EXERCISE INSTRUCTIONS:
After finding the line with "g.fill(path, 'evenodd');" in the entries below, retype exactly each line from there through the line with "g.font = font", including that final line.

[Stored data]

╔══

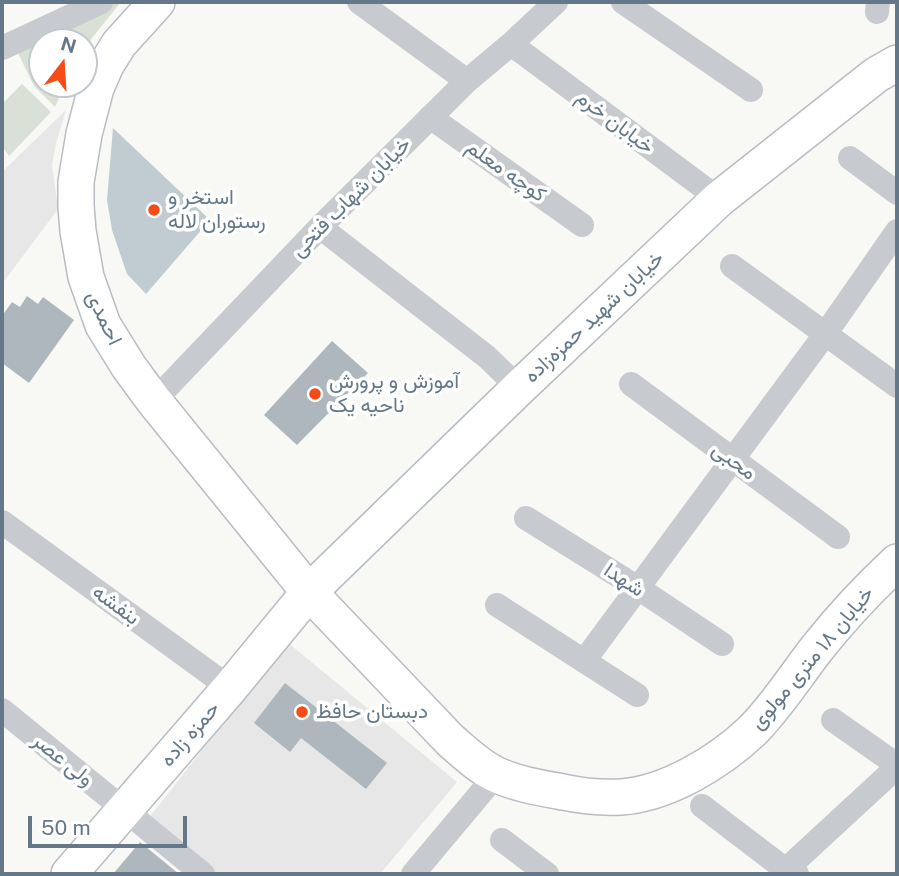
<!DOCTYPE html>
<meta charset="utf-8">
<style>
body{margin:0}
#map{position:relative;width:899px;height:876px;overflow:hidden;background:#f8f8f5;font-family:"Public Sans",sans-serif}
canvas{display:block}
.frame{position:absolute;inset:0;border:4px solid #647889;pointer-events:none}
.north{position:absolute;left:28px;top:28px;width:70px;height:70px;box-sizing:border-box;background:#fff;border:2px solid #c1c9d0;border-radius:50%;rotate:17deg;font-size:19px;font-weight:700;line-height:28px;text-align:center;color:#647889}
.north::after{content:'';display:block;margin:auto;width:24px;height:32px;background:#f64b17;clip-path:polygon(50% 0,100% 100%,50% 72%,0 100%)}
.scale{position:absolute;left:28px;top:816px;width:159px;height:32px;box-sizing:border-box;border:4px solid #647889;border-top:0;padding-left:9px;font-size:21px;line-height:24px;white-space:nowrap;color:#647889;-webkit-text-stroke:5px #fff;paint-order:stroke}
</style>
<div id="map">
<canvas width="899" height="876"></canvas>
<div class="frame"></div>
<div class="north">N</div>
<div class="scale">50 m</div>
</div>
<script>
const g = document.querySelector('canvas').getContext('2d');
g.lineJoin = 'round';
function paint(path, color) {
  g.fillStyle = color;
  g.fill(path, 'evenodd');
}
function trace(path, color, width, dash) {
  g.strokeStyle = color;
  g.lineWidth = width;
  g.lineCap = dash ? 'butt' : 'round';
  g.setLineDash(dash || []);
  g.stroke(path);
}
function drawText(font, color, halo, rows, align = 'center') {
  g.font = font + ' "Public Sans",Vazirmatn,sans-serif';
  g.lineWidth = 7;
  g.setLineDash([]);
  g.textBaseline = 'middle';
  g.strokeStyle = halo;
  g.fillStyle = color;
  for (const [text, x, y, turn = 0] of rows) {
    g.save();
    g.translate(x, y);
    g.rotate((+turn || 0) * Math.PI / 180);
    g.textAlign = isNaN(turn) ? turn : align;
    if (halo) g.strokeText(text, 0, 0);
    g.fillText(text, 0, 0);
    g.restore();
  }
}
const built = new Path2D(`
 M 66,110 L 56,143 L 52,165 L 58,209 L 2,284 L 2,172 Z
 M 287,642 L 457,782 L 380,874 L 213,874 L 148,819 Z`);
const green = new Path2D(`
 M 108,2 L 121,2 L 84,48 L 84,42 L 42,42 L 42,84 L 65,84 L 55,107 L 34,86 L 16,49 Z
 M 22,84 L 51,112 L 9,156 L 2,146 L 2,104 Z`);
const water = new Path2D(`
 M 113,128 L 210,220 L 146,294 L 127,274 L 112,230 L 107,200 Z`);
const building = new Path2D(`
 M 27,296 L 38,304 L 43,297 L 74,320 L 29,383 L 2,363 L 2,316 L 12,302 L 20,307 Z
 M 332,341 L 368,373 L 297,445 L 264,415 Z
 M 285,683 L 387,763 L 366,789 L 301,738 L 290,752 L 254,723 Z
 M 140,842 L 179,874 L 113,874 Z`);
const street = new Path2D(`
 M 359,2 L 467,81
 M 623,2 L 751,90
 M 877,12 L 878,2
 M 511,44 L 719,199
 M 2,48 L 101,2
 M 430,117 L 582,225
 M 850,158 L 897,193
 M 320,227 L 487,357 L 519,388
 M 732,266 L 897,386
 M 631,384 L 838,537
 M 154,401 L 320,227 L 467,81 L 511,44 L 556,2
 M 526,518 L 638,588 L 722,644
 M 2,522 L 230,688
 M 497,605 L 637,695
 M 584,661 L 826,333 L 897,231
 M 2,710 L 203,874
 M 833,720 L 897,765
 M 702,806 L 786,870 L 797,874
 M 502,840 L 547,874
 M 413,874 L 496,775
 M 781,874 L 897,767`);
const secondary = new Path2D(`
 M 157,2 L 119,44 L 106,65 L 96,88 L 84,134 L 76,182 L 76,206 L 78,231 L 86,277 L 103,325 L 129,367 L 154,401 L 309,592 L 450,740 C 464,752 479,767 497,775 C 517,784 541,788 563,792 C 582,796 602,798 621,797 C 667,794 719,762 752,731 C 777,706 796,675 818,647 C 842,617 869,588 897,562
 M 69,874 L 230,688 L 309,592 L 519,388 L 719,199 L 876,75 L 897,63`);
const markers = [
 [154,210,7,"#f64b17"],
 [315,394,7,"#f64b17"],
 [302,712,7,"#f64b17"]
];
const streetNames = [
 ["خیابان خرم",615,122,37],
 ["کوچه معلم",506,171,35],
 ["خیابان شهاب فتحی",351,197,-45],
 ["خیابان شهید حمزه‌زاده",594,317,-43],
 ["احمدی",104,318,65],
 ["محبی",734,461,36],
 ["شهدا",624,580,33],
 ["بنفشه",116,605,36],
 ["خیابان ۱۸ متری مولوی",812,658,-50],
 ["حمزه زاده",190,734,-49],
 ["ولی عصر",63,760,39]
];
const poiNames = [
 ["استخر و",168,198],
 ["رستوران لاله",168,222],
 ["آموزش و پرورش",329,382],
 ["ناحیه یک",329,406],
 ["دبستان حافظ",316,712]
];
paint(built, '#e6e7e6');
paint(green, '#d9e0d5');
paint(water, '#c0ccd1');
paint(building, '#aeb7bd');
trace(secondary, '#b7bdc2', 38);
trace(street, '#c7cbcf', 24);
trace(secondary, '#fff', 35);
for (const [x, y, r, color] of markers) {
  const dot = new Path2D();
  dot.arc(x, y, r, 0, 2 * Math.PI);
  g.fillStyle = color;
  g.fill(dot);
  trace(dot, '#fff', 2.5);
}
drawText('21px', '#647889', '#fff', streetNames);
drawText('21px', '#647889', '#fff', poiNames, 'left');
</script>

╚══

EXPECTED ANSWER:
  g.fill(path, 'evenodd');
}
function trace(path, color, width, dash) {
  g.strokeStyle = color;
  g.lineWidth = width;
  g.lineCap = dash ? 'butt' : 'round';
  g.setLineDash(dash || []);
  g.stroke(path);
}
function drawText(font, color, halo, rows, align = 'center') {
  g.font = font + ' "Public Sans",Vazirmatn,sans-serif';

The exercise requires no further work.